按嵌套数组中的第一个元素对数组进行排序

Question

This is an incredibly basic question that I could do in Python in a matter of seconds- but I'm new to Javascript and maybe I just don't know the nomenclature for the language, but my research hasn't quite answered it.

I'm making an API call; and in response I've got:

let unordered_ranges = [[
    [1461913200000, 57, 69],
    [1380006000000, 75, 79],
    [1321344000000, 78, 79],
    [1276585200000, 69, 75],
    [1252998000000, 68, 76],
    [1234512000000, 79, 81],
    [1423814400000, 77, 78],
    [1489820400000, 69, 79]
]];

The first element in the nested arrays are timestamps in milliseconds. How do I sort the parent array chronologically using the nested timestamps?

So far I've got:

let ranges= unordered_ranges.sort(function (a, b) {
    return a > b
});

I understand .sort() is lexicographic; so I need to pass my own function to sort it; however this function doesn't quite do it.

Answer 1

You'll want to access the first array entry (since you only have one) and then Array.prototype.sort() with a standard numeric comparator using the first array item of each entry.
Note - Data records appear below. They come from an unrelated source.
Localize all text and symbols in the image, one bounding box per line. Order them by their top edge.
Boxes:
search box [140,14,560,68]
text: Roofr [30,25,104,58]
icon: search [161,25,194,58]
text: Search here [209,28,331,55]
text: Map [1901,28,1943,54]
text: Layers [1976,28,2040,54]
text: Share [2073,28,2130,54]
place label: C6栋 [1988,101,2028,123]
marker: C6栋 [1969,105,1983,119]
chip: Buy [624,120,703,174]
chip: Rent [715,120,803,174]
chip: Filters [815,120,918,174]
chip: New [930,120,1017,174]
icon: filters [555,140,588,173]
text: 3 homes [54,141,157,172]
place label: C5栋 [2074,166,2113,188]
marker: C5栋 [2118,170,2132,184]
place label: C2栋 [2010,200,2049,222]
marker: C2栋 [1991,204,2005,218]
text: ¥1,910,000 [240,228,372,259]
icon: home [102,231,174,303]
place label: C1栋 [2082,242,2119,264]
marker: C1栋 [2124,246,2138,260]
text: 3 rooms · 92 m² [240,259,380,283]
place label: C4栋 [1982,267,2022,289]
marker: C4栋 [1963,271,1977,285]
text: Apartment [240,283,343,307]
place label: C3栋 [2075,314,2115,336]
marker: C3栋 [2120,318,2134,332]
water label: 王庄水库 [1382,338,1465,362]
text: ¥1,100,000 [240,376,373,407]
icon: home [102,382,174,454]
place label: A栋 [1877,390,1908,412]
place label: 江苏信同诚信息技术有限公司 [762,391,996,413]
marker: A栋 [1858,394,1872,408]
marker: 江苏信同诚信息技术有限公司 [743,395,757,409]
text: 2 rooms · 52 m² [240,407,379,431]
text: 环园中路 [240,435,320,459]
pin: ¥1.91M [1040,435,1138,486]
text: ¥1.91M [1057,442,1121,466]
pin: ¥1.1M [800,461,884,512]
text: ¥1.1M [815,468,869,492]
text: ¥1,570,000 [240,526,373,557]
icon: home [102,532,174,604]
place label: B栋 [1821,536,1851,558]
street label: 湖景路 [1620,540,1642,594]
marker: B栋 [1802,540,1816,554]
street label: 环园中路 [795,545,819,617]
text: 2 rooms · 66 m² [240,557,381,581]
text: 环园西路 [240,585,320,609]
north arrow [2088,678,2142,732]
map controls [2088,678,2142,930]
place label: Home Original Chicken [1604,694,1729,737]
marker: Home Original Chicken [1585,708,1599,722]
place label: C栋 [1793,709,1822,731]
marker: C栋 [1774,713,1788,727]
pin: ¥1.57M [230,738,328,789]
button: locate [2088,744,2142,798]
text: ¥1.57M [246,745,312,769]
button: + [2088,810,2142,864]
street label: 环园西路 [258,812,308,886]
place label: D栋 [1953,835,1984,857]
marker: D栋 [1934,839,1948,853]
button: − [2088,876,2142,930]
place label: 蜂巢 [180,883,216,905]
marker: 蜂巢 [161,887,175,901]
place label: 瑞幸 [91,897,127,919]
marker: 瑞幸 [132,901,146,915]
 let unordered_ranges = [[ [1461913200000, 57, 69], [1380006000000, 75, 79], [1321344000000, 78, 79], [1276585200000, 69, 75], [1252998000000, 68, 76], [1234512000000, 79, 81], [1423814400000, 77, 78], [1489820400000, 69, 79] ]]; let ranges = unordered_ranges[0].sort((a, b) => a[0] - b[0]) console.info(ranges) 

---

To explain the comparator, it's best to read the documentation...
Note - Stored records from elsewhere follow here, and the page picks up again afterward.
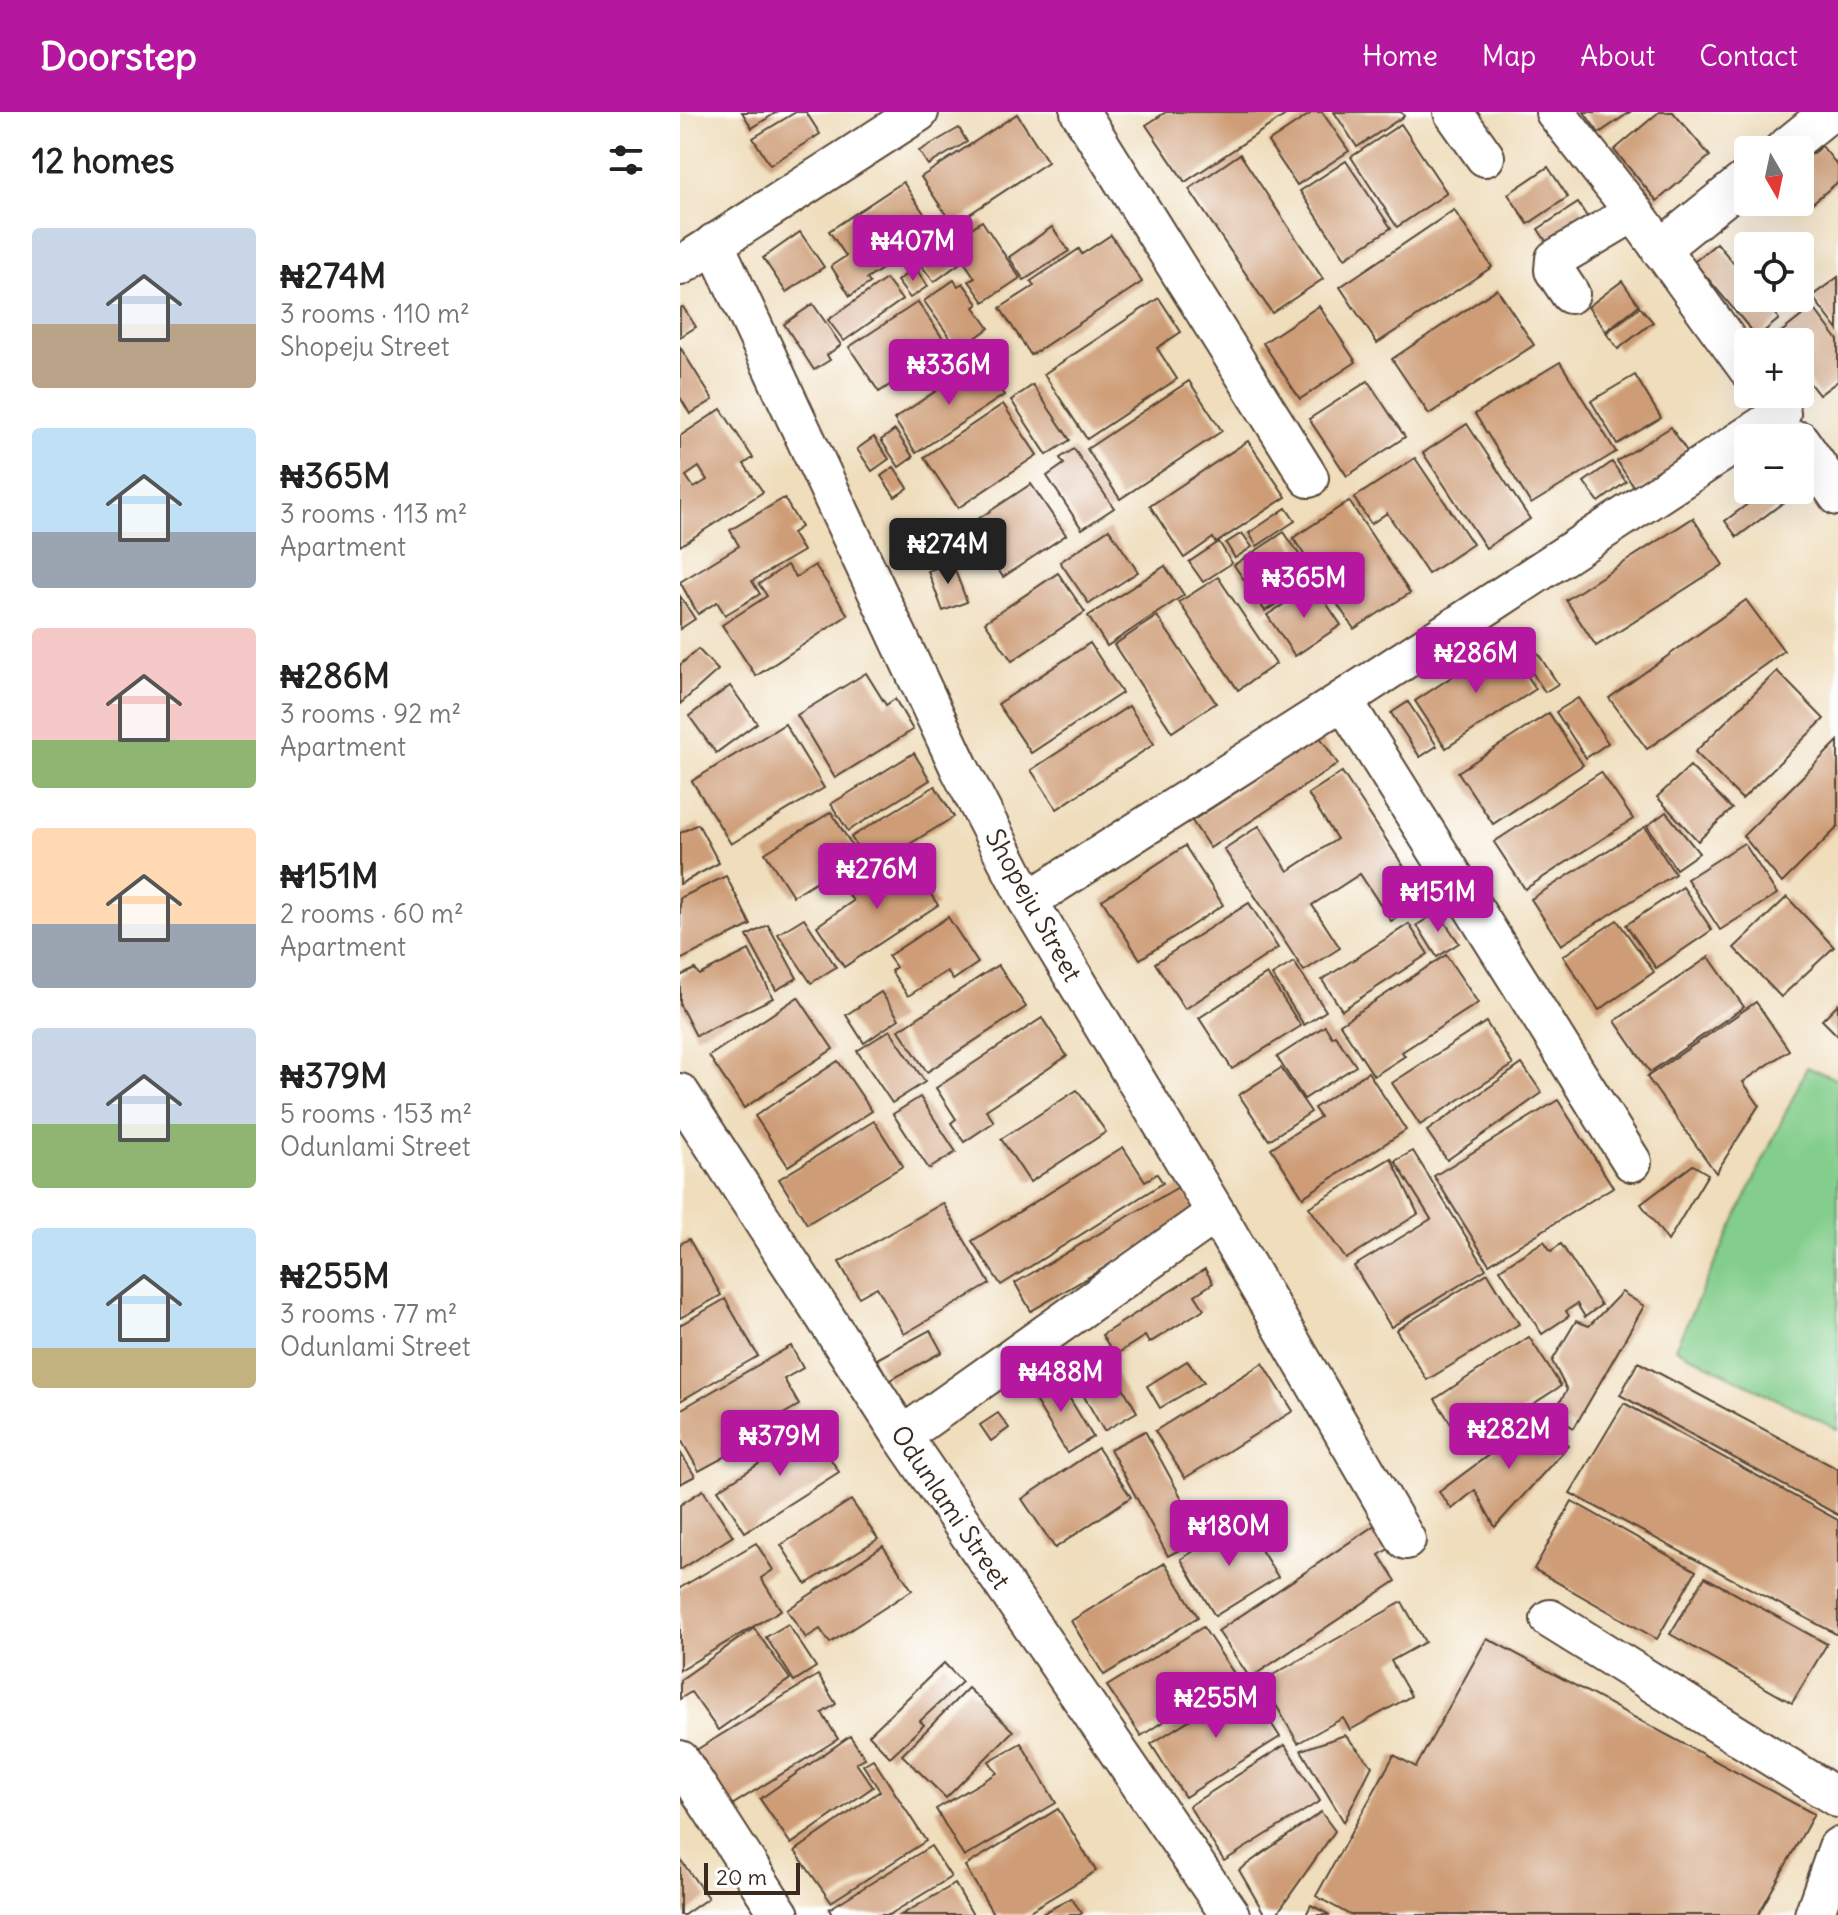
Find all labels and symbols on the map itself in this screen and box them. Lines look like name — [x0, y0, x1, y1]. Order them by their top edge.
north arrow — [1734, 136, 1814, 216]
pin: ₦407M — [857, 215, 969, 283]
pin: ₦336M — [893, 339, 1005, 407]
pin: ₦274M — [892, 518, 1004, 586]
pin: ₦365M — [1248, 552, 1360, 620]
pin: ₦286M — [1420, 627, 1532, 695]
street label: Shopeju Street — [978, 823, 1090, 987]
pin: ₦276M — [821, 843, 933, 911]
pin: ₦151M — [1382, 866, 1494, 934]
pin: ₦488M — [1005, 1346, 1117, 1414]
pin: ₦282M — [1453, 1403, 1565, 1471]
pin: ₦379M — [724, 1410, 836, 1478]
street label: Odunlami Street — [884, 1419, 1018, 1595]
pin: ₦180M — [1173, 1500, 1285, 1568]
pin: ₦255M — [1160, 1672, 1272, 1740]
scale bar — [704, 1859, 800, 1895]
If compareFunction is supplied, the array elements are sorted according to the return value of the compare function. If a and b are two elements being compared, then:

• If compareFunction(a, b) is less than 0, sort a to an index lower than b , ie a comes first.
• If compareFunction(a, b) returns 0, leave a and b unchanged with respect to each other, but sorted with respect to all different elements. Note: the ECMAscript standard does not guarantee this behaviour, and thus not all browsers (eg Mozilla versions dating back to at least 2003) respect this.
• If compareFunction(a, b) is greater than 0, sort b to an index lower than a , ie b comes first.
• compareFunction(a, b) must always return the same value when given a specific pair of elements a and b as its two arguments. If inconsistent results are returned then the sort order is undefined.